Dr. Lanoue opened the forum by introducing himself and giving a concise personal history. He is from a tiny town in Vermont and was a biology teacher for several years before venturing into school administration. Despite not having proof that it makes a difference, I for one am always pleased to hear that an administrator has worked as a teacher. He actually admitted to us that he did not believe himself to be an effective teacher, and explained that his heavy reliance on testing is in part due to his self-perceived shortcomings. Dr. Lanoue is adamant that to be a good teacher, you have to know for sure that your students have learned something.
So here we are, at the great debate over testing. Is it good, is it bad, is it at all necessary? Those who are proponents of the Montessori method would cry a resounding “no.” There are many who argue that testing does nothing besides make those children who have done poorly on the test begin to see themselves, at a very young age, as inferior; tests provide us with numbers but can hardly begin to tell us the whole story of the child behind those numbers. Dr. Lanoue is not of this school of thought. He seems to believe at least that “testing has served us better than not.” He insists that each number reflects a child and, without a numerical value of their knowledge, we cannot effectively lead that child through their formative years. He says that the No Child Left Behind act, despite being bogged down by partisan politics, has helped us to measure our shortcomings, set a higher level of accountability, and thereby raise performance expectations overall.
Regardless of what we believe to be true about what learning is and how we do it, Dr. Lanoue has undoubtedly made some positive changes in the district. He was recently named a finalist for Georgia School Superintendent of the year. Before attending the forum, I did not know that the graduation rate has been steadily rising and knew very little of the new Career Academy. As a former student of Clarke Central High School, I remember the dropout rate being much higher than the graduation rate! Dr. Lanoue has used many strategies to keep kids in school and also make their time more worthwhile. The Career Academy is a joint effort between Athens Technical College and the Clarke County School District. Students can discover a trade or special skill they are interested in and pursue that skill at the college level. Dr. Lanoue told us that of the 89 students enrolled in the program last year, three of them graduated with both a high school diploma and an associate’s degree!
His closing statement was a request that we all attend an event at our neighborhood school, and see for ourselves what is being accomplished. What struck me most about Dr. Lanoue was his belief that the students in our public schools can be great. He seemed not only confident about the work he has already done but also excited to see what our community can achieve in the future. In public school, I think it is highly desirable to have a leader who really believes in the kids.
What do you think? Are you happy with Dr. Lanoue? Do you think he is addressing our most pressing issues? Are you and your children happy in Clarke County schools?These are all important questions and the only way we can answer yes to any of them is if we all participate in the education of our children.

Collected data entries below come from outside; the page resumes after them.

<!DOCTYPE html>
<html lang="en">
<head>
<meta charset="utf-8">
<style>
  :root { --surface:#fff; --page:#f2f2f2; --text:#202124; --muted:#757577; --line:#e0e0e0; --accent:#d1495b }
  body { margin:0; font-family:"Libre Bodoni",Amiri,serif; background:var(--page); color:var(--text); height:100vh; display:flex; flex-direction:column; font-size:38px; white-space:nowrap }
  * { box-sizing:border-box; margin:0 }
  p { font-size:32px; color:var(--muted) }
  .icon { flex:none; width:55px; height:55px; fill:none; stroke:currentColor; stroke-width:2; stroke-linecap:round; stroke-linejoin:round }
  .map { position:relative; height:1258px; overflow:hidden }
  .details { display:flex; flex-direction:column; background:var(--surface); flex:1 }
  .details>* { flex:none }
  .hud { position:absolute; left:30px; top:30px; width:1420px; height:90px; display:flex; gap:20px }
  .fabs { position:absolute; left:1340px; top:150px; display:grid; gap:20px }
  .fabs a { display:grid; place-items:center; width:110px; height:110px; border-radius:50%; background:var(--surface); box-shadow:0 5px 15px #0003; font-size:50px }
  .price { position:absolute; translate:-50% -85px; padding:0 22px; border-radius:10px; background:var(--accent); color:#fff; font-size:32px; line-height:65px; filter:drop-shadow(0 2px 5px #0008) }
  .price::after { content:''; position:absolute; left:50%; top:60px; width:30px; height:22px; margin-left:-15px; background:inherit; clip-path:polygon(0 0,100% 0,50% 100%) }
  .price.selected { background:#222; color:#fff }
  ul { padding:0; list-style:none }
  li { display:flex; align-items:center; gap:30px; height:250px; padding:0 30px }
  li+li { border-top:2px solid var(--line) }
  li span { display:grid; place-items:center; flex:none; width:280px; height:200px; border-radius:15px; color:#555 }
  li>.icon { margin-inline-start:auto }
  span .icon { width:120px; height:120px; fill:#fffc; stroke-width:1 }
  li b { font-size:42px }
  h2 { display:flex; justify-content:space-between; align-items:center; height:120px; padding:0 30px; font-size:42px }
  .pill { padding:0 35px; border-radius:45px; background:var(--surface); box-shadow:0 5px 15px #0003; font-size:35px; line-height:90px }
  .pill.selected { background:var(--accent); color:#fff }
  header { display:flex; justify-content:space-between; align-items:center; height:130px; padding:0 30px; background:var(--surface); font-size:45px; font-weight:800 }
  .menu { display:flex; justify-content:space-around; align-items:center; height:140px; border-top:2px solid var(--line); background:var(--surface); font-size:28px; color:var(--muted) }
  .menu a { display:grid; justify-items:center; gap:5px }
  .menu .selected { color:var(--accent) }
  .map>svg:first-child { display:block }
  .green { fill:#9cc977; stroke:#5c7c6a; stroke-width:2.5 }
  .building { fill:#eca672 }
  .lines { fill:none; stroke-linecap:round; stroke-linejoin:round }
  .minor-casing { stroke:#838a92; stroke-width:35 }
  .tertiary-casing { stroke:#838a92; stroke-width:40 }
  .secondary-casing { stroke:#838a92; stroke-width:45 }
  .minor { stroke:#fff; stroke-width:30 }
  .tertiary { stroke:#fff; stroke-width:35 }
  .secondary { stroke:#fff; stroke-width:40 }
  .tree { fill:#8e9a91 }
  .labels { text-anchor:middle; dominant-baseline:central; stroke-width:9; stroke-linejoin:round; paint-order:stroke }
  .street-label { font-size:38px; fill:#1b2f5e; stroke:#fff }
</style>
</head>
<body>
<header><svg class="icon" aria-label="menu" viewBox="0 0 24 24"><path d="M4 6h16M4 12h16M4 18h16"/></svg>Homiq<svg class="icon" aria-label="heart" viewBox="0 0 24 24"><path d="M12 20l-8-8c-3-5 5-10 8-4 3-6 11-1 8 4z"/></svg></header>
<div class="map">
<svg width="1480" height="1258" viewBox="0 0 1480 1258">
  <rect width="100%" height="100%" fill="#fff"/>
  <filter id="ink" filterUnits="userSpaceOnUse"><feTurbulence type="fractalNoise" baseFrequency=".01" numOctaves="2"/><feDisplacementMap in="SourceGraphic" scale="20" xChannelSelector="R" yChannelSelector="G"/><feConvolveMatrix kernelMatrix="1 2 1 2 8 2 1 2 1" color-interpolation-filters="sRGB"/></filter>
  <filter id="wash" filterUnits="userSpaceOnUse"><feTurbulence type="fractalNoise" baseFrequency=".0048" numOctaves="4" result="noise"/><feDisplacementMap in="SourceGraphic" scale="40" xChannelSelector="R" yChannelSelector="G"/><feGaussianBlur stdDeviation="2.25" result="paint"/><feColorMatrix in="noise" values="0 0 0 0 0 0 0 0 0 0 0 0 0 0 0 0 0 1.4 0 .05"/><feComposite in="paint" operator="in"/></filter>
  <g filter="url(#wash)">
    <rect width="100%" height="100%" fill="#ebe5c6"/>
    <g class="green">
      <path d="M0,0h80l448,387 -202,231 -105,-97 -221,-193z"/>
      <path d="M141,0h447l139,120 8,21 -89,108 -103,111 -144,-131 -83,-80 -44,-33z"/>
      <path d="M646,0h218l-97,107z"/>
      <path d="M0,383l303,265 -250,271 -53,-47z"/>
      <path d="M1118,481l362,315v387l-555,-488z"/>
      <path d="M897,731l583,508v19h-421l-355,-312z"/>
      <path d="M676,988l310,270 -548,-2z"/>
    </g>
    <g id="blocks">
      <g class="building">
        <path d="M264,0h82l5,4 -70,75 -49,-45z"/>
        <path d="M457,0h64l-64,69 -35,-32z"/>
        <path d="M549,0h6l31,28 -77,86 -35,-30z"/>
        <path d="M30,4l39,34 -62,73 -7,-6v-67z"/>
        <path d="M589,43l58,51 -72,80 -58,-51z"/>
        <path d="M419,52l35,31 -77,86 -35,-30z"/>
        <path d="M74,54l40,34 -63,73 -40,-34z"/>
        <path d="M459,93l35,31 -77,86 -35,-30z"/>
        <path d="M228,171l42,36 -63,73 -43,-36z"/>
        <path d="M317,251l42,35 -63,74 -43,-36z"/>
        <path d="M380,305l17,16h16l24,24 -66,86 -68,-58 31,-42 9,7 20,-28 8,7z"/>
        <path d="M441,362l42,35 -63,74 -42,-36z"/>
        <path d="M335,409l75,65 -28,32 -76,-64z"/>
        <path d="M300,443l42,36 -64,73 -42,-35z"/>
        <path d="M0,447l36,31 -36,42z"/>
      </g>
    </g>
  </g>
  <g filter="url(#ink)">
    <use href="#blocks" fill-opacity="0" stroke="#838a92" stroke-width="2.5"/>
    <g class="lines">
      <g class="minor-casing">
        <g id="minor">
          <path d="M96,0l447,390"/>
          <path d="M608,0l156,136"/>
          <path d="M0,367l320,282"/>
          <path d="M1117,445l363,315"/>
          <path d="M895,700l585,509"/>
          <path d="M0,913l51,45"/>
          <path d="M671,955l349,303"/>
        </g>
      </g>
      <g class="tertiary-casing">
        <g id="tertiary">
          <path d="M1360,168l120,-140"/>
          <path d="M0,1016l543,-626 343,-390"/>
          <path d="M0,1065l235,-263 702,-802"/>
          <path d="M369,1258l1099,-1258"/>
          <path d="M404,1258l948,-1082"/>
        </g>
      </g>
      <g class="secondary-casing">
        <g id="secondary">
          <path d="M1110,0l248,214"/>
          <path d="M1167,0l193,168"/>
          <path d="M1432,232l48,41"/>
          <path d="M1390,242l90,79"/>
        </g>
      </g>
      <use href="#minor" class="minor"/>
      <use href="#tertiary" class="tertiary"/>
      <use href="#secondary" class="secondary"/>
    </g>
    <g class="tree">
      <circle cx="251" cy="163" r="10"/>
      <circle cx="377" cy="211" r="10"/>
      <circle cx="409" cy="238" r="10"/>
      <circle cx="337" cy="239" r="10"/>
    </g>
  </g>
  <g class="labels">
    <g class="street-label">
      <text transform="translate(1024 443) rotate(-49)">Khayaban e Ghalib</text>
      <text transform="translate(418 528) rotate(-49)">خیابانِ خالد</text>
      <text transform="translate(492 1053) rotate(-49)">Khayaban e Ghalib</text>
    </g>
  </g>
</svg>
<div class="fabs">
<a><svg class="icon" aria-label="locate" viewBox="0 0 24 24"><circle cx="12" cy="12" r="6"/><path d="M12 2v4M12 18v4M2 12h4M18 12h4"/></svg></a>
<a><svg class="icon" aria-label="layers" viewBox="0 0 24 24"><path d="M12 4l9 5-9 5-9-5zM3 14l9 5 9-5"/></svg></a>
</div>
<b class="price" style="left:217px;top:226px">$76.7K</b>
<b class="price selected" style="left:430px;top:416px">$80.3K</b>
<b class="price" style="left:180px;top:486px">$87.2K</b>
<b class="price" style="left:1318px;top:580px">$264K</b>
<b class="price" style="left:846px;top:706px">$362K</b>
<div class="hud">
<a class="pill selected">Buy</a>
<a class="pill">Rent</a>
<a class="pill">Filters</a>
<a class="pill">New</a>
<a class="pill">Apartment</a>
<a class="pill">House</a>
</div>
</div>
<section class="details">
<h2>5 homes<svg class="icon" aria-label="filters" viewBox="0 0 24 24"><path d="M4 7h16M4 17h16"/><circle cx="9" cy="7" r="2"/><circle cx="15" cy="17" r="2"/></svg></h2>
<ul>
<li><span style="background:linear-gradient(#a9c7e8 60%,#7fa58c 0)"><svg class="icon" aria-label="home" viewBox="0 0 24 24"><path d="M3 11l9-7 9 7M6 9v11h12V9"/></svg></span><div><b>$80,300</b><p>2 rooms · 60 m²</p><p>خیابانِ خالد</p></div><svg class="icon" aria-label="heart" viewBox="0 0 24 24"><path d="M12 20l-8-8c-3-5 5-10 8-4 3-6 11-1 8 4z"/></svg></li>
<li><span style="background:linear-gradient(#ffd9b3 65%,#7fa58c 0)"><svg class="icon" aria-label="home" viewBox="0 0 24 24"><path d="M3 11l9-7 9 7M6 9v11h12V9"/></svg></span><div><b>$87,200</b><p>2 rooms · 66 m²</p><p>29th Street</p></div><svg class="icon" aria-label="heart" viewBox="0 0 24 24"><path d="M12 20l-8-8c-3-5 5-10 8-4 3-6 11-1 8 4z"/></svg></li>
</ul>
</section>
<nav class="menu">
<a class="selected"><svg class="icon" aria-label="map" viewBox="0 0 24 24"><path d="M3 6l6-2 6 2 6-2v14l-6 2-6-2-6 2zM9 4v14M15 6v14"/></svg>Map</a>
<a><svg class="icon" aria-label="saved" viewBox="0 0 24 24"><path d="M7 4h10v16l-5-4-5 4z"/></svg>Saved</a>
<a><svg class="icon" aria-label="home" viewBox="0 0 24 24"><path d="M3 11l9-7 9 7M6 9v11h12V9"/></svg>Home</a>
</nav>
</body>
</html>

Some of you may feel you have nothing to offer; maybe you are working full-time or feel your budget is too tight to help with fundraisers. I think that if you at least attend the after-school programs and stay in contact with your child's teacher, your effort will go a long way towards making our schools work.
At Oglethorpe Ave. Elementary school, I am looking forward to the 2nd Grade Parent Breakfast next Friday. Last week I signed up to help with Fall Enrichment Clusters, and I am looking forward to Culture Night, Book Fair, and Octoberfest. I am definitely not the most involved parent at OAES, but I help out a little here and there because I know this to be true: the world is run by those who show up!